▸ Activity
Please reproduce the entries that follow without a single difference.

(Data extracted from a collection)
- - - -
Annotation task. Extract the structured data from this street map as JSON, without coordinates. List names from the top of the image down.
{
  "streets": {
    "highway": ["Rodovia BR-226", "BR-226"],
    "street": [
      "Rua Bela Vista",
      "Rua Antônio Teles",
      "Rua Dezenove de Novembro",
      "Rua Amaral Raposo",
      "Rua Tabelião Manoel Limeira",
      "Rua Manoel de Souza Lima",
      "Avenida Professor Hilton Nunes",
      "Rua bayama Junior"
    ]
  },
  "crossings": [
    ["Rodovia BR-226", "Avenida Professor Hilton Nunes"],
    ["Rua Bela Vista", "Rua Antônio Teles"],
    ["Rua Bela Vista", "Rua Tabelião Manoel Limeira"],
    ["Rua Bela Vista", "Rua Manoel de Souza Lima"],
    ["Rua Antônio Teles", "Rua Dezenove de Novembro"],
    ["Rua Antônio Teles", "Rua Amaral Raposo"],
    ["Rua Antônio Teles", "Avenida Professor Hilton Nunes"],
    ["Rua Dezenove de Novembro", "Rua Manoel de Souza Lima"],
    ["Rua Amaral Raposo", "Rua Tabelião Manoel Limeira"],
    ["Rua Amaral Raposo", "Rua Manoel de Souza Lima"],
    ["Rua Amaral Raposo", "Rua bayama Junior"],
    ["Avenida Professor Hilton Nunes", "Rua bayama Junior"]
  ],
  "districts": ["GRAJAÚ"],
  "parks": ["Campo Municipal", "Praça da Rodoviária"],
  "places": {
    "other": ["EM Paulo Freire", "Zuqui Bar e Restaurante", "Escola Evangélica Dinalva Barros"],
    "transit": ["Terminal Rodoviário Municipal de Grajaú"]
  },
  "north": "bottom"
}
- - - -
▸ Solution
Annotation task. Extract the structured data from this street map as JSON, without coordinates. List names from the top of the image down.
{
  "streets": {
    "highway": ["Rodovia BR-226", "BR-226"],
    "street": [
      "Rua Bela Vista",
      "Rua Antônio Teles",
      "Rua Dezenove de Novembro",
      "Rua Amaral Raposo",
      "Rua Tabelião Manoel Limeira",
      "Rua Manoel de Souza Lima",
      "Avenida Professor Hilton Nunes",
      "Rua bayama Junior"
    ]
  },
  "crossings": [
    ["Rodovia BR-226", "Avenida Professor Hilton Nunes"],
    ["Rua Bela Vista", "Rua Antônio Teles"],
    ["Rua Bela Vista", "Rua Tabelião Manoel Limeira"],
    ["Rua Bela Vista", "Rua Manoel de Souza Lima"],
    ["Rua Antônio Teles", "Rua Dezenove de Novembro"],
    ["Rua Antônio Teles", "Rua Amaral Raposo"],
    ["Rua Antônio Teles", "Avenida Professor Hilton Nunes"],
    ["Rua Dezenove de Novembro", "Rua Manoel de Souza Lima"],
    ["Rua Amaral Raposo", "Rua Tabelião Manoel Limeira"],
    ["Rua Amaral Raposo", "Rua Manoel de Souza Lima"],
    ["Rua Amaral Raposo", "Rua bayama Junior"],
    ["Avenida Professor Hilton Nunes", "Rua bayama Junior"]
  ],
  "districts": ["GRAJAÚ"],
  "parks": ["Campo Municipal", "Praça da Rodoviária"],
  "places": {
    "other": ["EM Paulo Freire", "Zuqui Bar e Restaurante", "Escola Evangélica Dinalva Barros"],
    "transit": ["Terminal Rodoviário Municipal de Grajaú"]
  },
  "north": "bottom"
}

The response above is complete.